RE: https://cyberplace.social/@GossiTheDog/116011754710793421
Microsoft Research has similar studies. Using AI assistants hinders your acquisition of skills and is not even improving productivity. Surely we just have to do more of it, right?
RE: https://cyberplace.social/@GossiTheDog/116011754710793421
Microsoft Research has similar studies. Using AI assistants hinders your acquisition of skills and is not even improving productivity. Surely we just have to do more of it, right?
@tante
This makes you think: If these are the results of the producers and sellers of AI services themselves - how bad would it look like if someone independent had done a study?
Was in a virtual meeting with 2 others last week to plan a bigger virtual bi-monthly meeting. For reasons, we decided to cancel the bigger meeting. With 3 brains already on the case, 1 colleague shares their screen, opens an LLM, and starts to prompt it with "You're an organizer of a meeting you want to cancel by email .."
@tante To _some_ extent that's fine.
Calculators have pushback from people who want to overweigh drilling the multiplication tables, usually because they want the education system to rank and sort students (rather than teach them how to solve practical problems).
The problem is the specific differences between ML blobs (and their companies and their business models and capitalism etc etc etc) and calculators.
@tante One major one is that, even with calculators, students should know what multiplication is and how to do it on paper. I don't care how many they can correctly do in an hour on a test, though.
@tante Attention is all you need. If you delegate tedious work to LLMs, does it prevent you from learning? If you consult/review your work with LLM, or suggest and write test that fill the edge cases for you, etc. does it prevent you from learning? In a way yes, but the pros are overweighting the cons. If you still use your brain and don't replace it with LLM, you're still learning.

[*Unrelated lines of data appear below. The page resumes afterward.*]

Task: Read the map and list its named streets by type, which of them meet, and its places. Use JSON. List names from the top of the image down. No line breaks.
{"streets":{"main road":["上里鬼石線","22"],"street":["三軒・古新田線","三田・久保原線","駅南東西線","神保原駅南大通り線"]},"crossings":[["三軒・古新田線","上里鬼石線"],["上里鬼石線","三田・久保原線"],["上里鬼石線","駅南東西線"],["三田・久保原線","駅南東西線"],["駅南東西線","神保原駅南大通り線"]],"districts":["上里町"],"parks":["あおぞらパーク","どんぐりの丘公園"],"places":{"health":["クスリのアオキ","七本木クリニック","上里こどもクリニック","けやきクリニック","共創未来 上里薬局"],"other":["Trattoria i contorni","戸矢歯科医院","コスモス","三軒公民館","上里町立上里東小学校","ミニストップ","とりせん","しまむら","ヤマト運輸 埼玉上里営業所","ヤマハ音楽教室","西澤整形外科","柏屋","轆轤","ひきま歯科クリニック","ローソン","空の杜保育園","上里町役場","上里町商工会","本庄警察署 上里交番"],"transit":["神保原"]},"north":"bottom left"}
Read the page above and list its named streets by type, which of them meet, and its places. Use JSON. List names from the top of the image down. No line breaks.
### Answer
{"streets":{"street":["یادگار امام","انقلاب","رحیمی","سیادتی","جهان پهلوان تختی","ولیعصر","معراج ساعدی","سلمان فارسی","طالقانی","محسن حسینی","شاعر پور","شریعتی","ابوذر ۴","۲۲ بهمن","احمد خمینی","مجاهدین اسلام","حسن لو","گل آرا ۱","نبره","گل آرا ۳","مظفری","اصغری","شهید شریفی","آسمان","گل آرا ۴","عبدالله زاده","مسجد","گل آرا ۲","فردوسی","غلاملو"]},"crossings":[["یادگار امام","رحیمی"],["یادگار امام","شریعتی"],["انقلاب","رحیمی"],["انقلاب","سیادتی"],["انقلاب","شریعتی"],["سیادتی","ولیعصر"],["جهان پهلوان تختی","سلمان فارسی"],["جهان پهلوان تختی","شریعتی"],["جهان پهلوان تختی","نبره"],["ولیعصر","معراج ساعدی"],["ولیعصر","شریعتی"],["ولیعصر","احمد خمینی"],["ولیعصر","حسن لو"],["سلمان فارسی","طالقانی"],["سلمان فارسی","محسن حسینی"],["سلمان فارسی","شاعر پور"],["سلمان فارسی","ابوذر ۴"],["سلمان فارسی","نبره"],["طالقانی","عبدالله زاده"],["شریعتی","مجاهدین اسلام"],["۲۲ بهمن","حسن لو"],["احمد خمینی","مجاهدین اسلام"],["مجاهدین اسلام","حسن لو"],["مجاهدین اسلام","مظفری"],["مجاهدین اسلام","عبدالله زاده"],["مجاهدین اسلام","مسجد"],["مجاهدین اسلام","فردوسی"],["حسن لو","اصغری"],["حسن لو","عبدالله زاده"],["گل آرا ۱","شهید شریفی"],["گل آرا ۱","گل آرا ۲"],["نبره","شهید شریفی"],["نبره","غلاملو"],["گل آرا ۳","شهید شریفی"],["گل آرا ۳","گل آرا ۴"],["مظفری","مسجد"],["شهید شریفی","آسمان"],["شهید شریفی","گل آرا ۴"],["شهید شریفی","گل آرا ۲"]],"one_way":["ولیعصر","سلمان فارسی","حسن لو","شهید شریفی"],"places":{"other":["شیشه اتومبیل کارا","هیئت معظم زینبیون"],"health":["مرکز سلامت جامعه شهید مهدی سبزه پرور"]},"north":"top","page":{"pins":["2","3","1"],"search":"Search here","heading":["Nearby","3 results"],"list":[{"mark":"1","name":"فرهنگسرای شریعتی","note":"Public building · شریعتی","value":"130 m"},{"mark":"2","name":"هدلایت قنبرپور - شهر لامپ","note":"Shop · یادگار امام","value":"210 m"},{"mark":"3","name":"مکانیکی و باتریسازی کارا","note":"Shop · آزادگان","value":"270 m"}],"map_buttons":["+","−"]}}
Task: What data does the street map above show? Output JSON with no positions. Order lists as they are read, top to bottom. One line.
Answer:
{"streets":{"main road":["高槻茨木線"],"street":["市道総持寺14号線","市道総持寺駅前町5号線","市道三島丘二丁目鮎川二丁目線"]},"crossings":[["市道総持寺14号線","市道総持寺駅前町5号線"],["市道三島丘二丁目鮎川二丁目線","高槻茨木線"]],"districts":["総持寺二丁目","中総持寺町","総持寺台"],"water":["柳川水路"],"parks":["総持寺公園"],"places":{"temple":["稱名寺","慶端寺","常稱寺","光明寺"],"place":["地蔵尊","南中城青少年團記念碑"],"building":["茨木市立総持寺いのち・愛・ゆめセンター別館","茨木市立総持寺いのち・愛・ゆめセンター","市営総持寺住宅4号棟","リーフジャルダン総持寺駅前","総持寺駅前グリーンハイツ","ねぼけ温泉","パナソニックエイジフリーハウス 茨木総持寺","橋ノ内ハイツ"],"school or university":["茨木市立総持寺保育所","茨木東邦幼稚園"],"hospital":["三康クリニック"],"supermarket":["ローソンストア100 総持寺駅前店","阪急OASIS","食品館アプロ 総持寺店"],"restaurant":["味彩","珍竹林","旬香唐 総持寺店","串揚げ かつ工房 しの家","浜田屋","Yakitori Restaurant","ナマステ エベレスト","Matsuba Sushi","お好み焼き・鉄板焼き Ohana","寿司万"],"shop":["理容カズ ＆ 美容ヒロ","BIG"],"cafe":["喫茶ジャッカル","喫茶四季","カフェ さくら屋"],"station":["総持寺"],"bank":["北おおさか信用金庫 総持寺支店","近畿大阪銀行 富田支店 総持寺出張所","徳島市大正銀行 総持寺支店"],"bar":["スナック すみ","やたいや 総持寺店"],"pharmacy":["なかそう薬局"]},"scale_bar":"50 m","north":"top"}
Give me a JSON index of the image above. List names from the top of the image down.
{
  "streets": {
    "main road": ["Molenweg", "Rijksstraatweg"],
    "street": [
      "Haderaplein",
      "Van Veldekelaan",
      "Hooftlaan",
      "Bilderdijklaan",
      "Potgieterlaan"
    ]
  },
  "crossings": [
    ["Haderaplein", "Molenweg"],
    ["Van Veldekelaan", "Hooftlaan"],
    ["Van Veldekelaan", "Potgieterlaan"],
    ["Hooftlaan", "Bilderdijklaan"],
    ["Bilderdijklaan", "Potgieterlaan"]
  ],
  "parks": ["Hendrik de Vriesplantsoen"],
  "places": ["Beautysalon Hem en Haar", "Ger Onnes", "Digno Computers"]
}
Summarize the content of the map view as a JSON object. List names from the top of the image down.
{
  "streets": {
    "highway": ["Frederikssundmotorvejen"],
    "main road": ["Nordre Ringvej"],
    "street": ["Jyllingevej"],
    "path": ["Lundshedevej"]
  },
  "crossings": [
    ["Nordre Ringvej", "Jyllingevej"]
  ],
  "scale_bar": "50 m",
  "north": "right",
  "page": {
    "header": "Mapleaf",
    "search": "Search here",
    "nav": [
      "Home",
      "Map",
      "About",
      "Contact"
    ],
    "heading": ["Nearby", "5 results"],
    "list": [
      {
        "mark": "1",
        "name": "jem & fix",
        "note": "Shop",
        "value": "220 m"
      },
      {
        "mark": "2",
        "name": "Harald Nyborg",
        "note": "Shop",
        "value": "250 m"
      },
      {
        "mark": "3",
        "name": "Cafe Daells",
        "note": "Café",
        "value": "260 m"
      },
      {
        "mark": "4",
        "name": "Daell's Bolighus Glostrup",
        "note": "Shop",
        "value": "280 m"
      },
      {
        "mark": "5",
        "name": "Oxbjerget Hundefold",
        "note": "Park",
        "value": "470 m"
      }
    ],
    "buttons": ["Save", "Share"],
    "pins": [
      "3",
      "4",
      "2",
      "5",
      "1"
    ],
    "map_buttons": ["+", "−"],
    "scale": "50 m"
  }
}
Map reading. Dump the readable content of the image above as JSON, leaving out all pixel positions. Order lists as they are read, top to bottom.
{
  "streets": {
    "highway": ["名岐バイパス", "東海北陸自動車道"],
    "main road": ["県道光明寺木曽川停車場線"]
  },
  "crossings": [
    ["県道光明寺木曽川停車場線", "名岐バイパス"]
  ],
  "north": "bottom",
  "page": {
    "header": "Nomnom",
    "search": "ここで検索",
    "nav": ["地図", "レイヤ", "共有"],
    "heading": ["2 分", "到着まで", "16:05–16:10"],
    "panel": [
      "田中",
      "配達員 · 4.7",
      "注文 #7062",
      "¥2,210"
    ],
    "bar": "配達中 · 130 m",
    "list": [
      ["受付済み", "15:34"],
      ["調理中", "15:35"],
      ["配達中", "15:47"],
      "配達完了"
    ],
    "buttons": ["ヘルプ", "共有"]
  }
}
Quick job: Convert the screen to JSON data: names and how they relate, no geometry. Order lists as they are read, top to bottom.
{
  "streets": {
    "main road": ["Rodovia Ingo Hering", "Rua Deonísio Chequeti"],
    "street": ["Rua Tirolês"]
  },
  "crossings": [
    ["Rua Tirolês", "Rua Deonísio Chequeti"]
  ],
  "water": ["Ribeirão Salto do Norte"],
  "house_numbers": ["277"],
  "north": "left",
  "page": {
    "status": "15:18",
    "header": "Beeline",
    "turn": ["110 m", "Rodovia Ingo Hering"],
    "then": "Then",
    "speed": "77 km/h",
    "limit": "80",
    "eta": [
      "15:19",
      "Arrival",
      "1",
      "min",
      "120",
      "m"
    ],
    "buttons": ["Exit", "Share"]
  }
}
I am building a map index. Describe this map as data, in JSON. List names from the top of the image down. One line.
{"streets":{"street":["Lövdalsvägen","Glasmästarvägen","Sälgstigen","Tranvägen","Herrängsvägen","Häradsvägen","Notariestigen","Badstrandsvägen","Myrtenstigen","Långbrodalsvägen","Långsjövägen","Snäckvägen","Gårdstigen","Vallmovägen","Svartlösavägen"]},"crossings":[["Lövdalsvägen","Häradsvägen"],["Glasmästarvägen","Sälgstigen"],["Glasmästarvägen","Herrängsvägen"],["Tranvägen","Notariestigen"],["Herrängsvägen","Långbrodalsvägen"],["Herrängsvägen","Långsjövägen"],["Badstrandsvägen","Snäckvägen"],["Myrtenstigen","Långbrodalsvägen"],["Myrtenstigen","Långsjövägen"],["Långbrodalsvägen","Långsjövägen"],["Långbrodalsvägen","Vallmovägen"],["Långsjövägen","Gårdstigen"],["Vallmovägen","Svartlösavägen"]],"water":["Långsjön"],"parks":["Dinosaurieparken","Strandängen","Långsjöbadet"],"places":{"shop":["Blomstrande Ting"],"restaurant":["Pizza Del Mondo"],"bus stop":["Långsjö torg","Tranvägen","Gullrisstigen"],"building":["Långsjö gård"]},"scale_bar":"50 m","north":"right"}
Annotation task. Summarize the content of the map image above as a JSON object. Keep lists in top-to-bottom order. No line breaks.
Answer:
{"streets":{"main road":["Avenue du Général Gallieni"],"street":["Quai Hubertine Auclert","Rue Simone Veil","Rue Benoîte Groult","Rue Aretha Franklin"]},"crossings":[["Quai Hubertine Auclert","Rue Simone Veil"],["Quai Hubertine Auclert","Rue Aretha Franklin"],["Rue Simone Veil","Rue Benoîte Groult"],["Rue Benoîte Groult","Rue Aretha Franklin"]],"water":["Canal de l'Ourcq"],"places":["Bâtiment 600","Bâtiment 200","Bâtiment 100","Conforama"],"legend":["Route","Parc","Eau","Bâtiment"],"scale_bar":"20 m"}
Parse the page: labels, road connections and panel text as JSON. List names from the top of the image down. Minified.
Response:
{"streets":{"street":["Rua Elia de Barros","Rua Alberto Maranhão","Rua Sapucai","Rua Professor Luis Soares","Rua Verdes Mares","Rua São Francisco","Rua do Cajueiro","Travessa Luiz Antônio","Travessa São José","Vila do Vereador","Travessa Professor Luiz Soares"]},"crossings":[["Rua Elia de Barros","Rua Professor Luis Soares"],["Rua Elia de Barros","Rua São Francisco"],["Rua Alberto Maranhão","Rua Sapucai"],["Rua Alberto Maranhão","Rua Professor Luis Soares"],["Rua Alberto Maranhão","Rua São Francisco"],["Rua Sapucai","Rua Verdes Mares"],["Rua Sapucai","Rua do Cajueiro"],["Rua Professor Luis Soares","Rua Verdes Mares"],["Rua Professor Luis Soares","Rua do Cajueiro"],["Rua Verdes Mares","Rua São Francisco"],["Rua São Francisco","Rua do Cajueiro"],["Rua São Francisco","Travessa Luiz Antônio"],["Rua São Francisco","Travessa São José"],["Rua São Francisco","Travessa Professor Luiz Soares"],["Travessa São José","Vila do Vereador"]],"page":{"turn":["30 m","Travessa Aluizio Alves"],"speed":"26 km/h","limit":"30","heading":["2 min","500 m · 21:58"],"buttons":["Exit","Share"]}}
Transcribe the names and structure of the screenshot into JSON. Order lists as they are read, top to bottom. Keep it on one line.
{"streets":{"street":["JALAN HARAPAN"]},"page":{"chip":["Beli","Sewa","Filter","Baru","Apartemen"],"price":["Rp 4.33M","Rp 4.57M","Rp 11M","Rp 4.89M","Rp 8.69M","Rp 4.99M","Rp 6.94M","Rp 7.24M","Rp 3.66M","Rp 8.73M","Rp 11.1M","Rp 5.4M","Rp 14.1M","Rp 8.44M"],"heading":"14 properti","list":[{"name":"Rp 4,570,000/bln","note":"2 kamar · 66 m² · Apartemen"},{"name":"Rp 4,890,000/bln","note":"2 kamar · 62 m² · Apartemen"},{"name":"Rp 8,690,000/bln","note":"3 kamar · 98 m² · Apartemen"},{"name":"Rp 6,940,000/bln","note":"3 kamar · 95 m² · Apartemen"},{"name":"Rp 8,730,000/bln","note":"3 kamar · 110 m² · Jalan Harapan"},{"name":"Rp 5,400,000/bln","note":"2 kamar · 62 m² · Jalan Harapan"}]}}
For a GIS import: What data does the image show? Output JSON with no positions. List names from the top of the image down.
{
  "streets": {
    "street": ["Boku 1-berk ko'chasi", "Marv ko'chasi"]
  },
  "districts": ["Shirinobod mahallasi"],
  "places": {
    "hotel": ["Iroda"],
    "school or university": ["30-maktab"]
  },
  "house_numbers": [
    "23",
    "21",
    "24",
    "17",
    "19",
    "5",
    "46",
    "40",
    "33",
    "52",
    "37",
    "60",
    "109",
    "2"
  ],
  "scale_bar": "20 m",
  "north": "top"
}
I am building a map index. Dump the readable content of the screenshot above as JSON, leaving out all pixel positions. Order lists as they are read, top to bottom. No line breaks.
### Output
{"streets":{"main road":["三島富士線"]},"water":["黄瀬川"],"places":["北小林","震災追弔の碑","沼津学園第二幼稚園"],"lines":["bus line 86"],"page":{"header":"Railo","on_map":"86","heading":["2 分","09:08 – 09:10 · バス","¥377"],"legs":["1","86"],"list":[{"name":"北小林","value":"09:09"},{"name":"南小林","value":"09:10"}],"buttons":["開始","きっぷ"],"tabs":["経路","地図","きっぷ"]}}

That, coupled with the impending knowledge collapse that #AI is creating & that almost nobody (save for folks active in that space) is talking about, is creating a turning point (read: an absolute clusterf*ck) in terms of how we do work, how we engage, and how we treat knowledge.
And I don't think society on the whole is ready to deal with those effects.
https://dev.to/dannwaneri/were-creating-a-knowledge-collapse-and-no-ones-talking-about-it-226d
@tante the boosters do not care. I had a coworker tell me to my face yesterday that we need to stop relying on "internal expertise" at our company, and instead hand that off to LLMs to write tests to validate everything. This was after I pointed out to him that the majority of tests the LLM wrote for him were fake, and tested nothing. You could write code that severely broke what the LLM has written for him and the tests would have continued to pass. How can we give up on the expertise we have, and give up on further building that expertise, if the tools aren't capable of doing the work? If you can't validate the output then you're guaranteed to create a catastrophic failure in the future.
@tante In product management terms - making your users dependent on your product is a feature, not a bug.
@tante nicht so laut! Das ist doch Blasphemie!